What is needed is an exact copy of every entry below, with the pictures left out.
Content starts
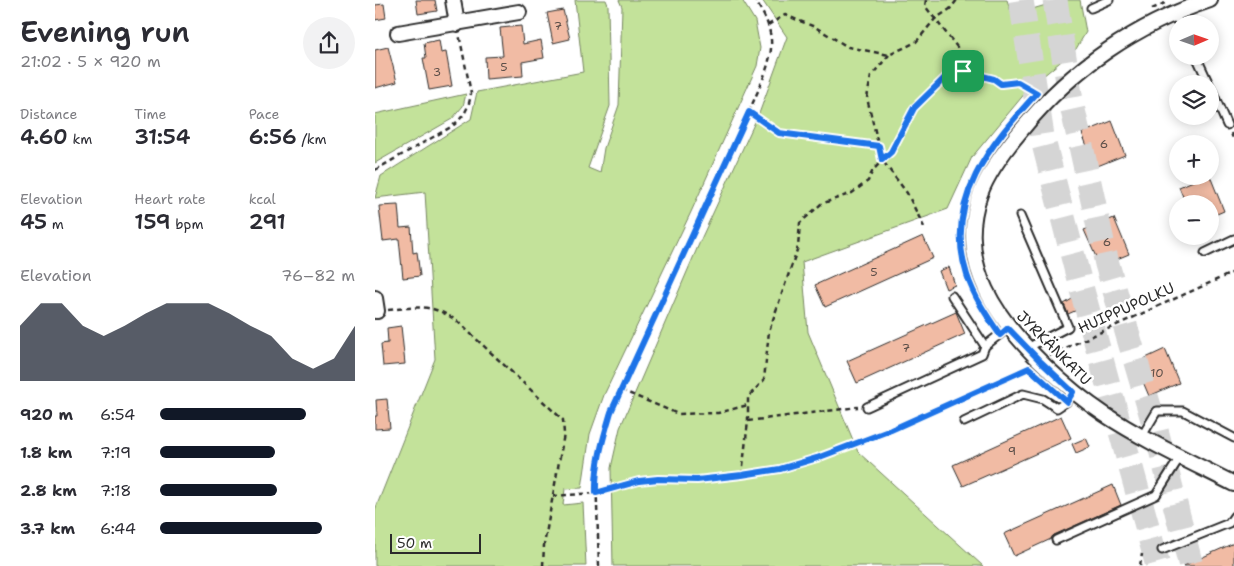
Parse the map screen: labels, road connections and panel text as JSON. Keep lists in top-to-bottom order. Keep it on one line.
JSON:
{"streets":{"street":["JYRKÄNKATU"],"path":["HUIPPUPOLKU"]},"crossings":[["HUIPPUPOLKU","JYRKÄNKATU"]],"house_numbers":["7","5","3","6","6","5","7","10","9"],"scale_bar":"50 m","north":"right","page":{"heading":["Evening run","21:02 · 5 × 920 m"],"map_buttons":["+","−"],"stats":[["Distance","4.60 km"],["Time","31:54"],["Pace","6:56 /km"],["Elevation","45 m"],["Heart rate","159 bpm"],["kcal","291"]],"chart":["Elevation","76–82 m"],"list":[{"name":"920 m","note":"6:54"},{"name":"1.8 km","note":"7:19"},{"name":"2.8 km","note":"7:18"},{"name":"3.7 km","note":"6:44"}],"scale":"50 m"}}
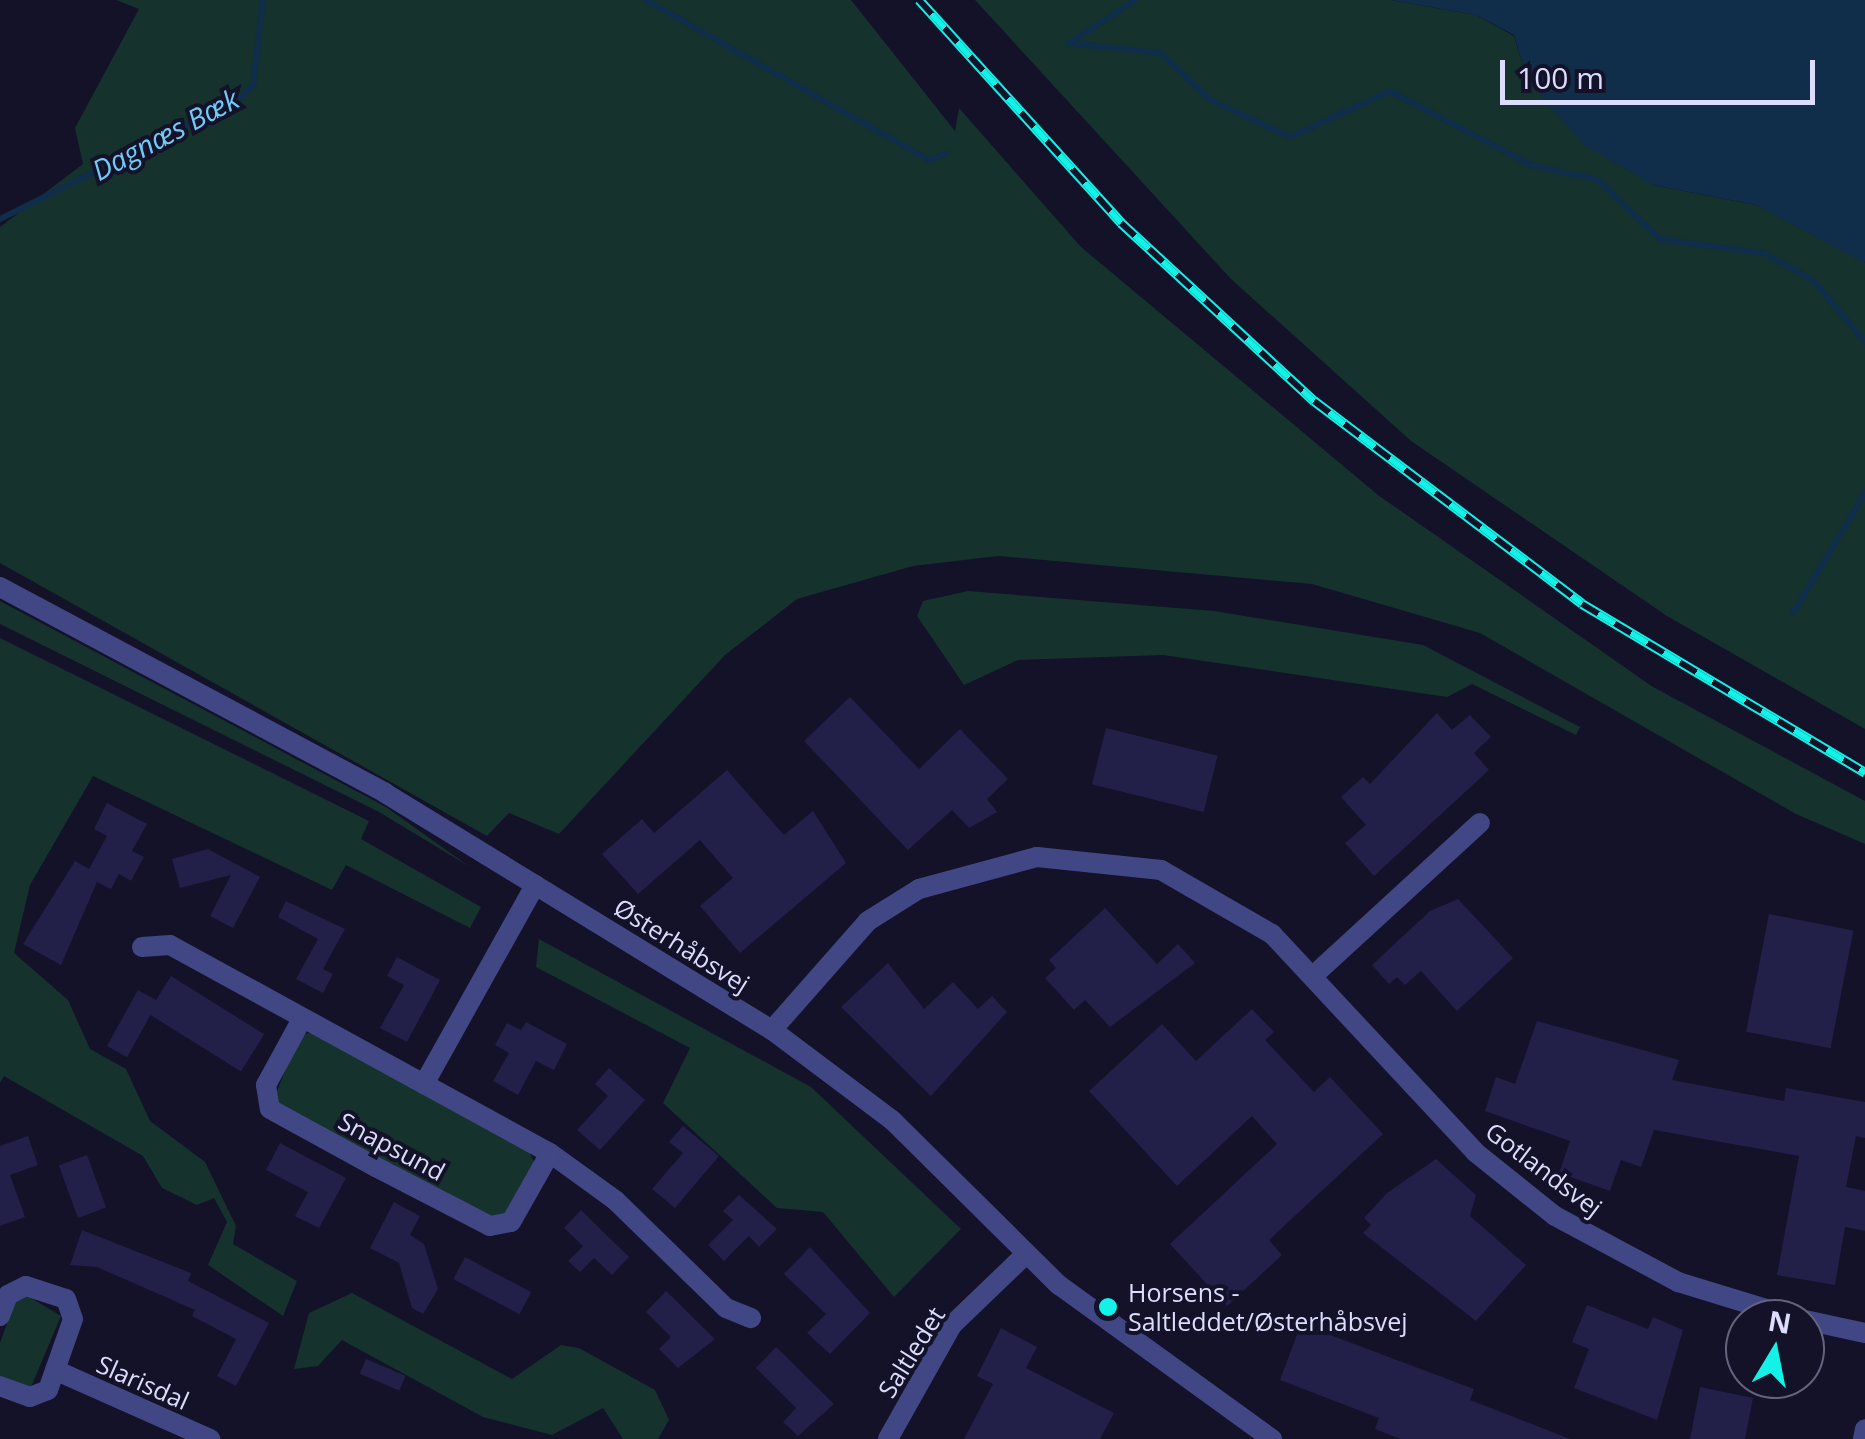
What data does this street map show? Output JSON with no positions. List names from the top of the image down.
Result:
{
  "streets": {
    "street": [
      "Østerhåbsvej",
      "Snapsund",
      "Gotlandsvej",
      "Saltledet",
      "Slarisdal"
    ]
  },
  "crossings": [
    ["Østerhåbsvej", "Gotlandsvej"],
    ["Østerhåbsvej", "Saltledet"]
  ],
  "water": ["Dagnæs Bæk"],
  "places": ["Horsens - Saltleddet/Østerhåbsvej"],
  "scale_bar": "100 m",
  "north": "top"
}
Content ends
* **WRITTEN ANSWER**
Parse the map screen: labels, road connections and panel text as JSON. Keep lists in top-to-bottom order. Keep it on one line.
JSON:
{"streets":{"street":["JYRKÄNKATU"],"path":["HUIPPUPOLKU"]},"crossings":[["HUIPPUPOLKU","JYRKÄNKATU"]],"house_numbers":["7","5","3","6","6","5","7","10","9"],"scale_bar":"50 m","north":"right","page":{"heading":["Evening run","21:02 · 5 × 920 m"],"map_buttons":["+","−"],"stats":[["Distance","4.60 km"],["Time","31:54"],["Pace","6:56 /km"],["Elevation","45 m"],["Heart rate","159 bpm"],["kcal","291"]],"chart":["Elevation","76–82 m"],"list":[{"name":"920 m","note":"6:54"},{"name":"1.8 km","note":"7:19"},{"name":"2.8 km","note":"7:18"},{"name":"3.7 km","note":"6:44"}],"scale":"50 m"}}
What data does this street map show? Output JSON with no positions. List names from the top of the image down.
Result:
{
  "streets": {
    "street": [
      "Østerhåbsvej",
      "Snapsund",
      "Gotlandsvej",
      "Saltledet",
      "Slarisdal"
    ]
  },
  "crossings": [
    ["Østerhåbsvej", "Gotlandsvej"],
    ["Østerhåbsvej", "Saltledet"]
  ],
  "water": ["Dagnæs Bæk"],
  "places": ["Horsens - Saltleddet/Østerhåbsvej"],
  "scale_bar": "100 m",
  "north": "top"
}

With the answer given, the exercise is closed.